To evaluate how geopolymers hold up in space, the UD team sent thin plates made from commercially available simulated lunar and Martian regolith to the International Space Station as part of NASA’s MISSE-20 mission.
“You cannot fully understand how materials behave in space until you actually test them in space,” said Wagner. “It is a hostile environment. Temperature swings, radiation and micrometeorite impacts all matter.”
The thin plates were mounted outside the space station and exposed to low-Earth-orbit conditions for about half a year, then compared with identical samples stored on Earth. The findings, published in Advances in Space Research, showed the geopolymers did not deteriorate, and in some cases were stronger after their time in orbit.
Astronaut working with the Materials International Space Station Experiment (MISSE). Credit: NASA/MSFC
Lunar construction materials must not only survive space conditions, they also must be reliably manufactured on-site. In a separate study in Acta Astronautica, Wagner’s team used artificial intelligence to tackle a practical challenge: not all lunar clays are the same. The researchers developed a machine learning model that can predict how strong a geopolymer will be based on the characteristics of the starting regolith and how it is processed.
Trained on a combination of new experimental results and data from 30 previous studies, the model can help identify promising recipes without physically testing every possibility. This approach could accelerate efforts to build with local lunar resources while reducing the amount of material that must be transported from Earth.
Complementary work from the Wagner lab offers insight into how geopolymers behave while being mixed, pumped and shaped before they harden. The researchers identified a key transition point, known as the critical gel point, at which the material shifts from a workable slurry into a solidifying structure. Mixing or shearing before that point did not affect how long the material took to harden or its final strength. This suggests that engineers may have flexibility in how they handle and process lunar construction materials, without compromising quality.

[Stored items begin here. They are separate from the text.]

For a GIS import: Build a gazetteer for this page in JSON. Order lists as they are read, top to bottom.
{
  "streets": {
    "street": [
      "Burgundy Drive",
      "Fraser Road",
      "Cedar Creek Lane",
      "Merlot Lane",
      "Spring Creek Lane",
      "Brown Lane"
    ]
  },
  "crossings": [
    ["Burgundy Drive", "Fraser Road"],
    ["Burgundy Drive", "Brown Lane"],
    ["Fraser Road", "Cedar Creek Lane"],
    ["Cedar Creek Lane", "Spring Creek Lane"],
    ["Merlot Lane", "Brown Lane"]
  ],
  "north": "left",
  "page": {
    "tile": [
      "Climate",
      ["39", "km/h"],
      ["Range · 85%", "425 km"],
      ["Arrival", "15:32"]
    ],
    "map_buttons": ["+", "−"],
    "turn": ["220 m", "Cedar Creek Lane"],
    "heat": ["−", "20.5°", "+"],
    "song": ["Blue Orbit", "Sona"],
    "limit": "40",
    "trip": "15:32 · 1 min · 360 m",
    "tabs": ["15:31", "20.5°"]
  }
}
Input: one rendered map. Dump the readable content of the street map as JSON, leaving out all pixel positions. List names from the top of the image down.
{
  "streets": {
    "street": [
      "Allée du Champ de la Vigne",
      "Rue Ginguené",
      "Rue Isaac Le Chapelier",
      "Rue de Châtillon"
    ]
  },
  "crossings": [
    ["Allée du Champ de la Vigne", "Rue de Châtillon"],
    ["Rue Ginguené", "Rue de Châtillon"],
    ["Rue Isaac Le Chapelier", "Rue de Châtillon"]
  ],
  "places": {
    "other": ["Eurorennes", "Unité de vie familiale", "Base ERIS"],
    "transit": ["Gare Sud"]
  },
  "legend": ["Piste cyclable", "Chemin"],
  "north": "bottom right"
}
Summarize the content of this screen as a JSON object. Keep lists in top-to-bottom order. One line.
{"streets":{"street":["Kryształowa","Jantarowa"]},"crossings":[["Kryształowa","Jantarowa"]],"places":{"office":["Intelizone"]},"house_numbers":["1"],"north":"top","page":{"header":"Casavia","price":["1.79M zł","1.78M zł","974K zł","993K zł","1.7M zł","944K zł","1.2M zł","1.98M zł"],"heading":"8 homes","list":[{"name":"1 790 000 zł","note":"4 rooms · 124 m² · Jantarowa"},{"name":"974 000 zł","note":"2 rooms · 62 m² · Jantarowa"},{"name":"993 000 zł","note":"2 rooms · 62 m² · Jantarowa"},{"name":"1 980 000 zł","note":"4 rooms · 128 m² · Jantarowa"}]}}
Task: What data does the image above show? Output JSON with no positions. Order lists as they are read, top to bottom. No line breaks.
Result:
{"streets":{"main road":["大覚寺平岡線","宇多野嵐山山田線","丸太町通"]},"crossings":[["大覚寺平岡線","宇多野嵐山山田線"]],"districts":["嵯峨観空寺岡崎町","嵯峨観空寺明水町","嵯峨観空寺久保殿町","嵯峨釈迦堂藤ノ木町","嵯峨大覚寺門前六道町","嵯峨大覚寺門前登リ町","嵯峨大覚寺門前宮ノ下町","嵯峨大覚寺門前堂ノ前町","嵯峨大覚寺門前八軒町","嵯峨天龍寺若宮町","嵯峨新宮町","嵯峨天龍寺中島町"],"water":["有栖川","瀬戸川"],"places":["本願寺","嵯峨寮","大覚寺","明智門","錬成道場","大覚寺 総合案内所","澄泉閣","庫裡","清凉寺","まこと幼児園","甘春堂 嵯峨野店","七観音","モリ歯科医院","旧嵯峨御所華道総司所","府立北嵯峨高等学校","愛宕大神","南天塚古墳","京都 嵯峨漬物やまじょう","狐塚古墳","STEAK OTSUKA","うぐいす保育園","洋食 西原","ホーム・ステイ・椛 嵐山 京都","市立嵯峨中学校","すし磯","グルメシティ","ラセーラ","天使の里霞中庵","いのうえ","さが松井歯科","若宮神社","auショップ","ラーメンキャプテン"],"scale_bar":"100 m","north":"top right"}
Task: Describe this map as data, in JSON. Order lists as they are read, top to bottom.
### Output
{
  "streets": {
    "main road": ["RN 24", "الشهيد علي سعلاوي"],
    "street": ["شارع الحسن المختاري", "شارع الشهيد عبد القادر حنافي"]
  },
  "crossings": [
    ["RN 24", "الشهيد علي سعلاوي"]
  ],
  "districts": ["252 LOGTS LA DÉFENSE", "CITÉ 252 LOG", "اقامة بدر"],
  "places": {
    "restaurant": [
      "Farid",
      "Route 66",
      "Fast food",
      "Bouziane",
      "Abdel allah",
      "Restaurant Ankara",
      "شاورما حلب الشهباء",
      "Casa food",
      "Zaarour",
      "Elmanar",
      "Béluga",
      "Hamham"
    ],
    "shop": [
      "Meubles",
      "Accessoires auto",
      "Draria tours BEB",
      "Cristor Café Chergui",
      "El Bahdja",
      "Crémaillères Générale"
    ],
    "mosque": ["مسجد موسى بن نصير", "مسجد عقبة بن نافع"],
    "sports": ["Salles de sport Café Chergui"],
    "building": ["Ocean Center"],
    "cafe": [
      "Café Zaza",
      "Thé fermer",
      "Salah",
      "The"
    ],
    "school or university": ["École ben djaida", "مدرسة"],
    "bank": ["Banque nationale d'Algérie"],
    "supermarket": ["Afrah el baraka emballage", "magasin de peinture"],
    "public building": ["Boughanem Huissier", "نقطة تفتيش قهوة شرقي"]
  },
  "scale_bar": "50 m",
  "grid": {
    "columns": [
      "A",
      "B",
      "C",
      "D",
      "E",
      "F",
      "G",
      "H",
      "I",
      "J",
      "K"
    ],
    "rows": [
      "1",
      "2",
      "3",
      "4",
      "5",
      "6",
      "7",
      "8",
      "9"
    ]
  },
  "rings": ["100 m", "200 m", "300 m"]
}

That work appears in a special issue of the Journal of Rheology focused on materials behavior beyond Earth. Wagner guest-edited the issue with collaborators Olfa D’Angelo of the University of Amsterdam and Thomas Voigtmann of the German Aerospace Center.
In the opening editorial, the guest editors note that low-gravity and space research are not solely about enabling exploration. They also provide new tools and perspectives to improve life on Earth.
In the case of geopolymers, the same characteristics that make them attractive for lunar construction—reliance on abundant raw materials and less energy-intensive production than conventional cement—could help reduce the carbon footprint of terrestrial infrastructure.
In that sense, solving the challenge of how to build on the moon may also help engineers rethink how we build at home.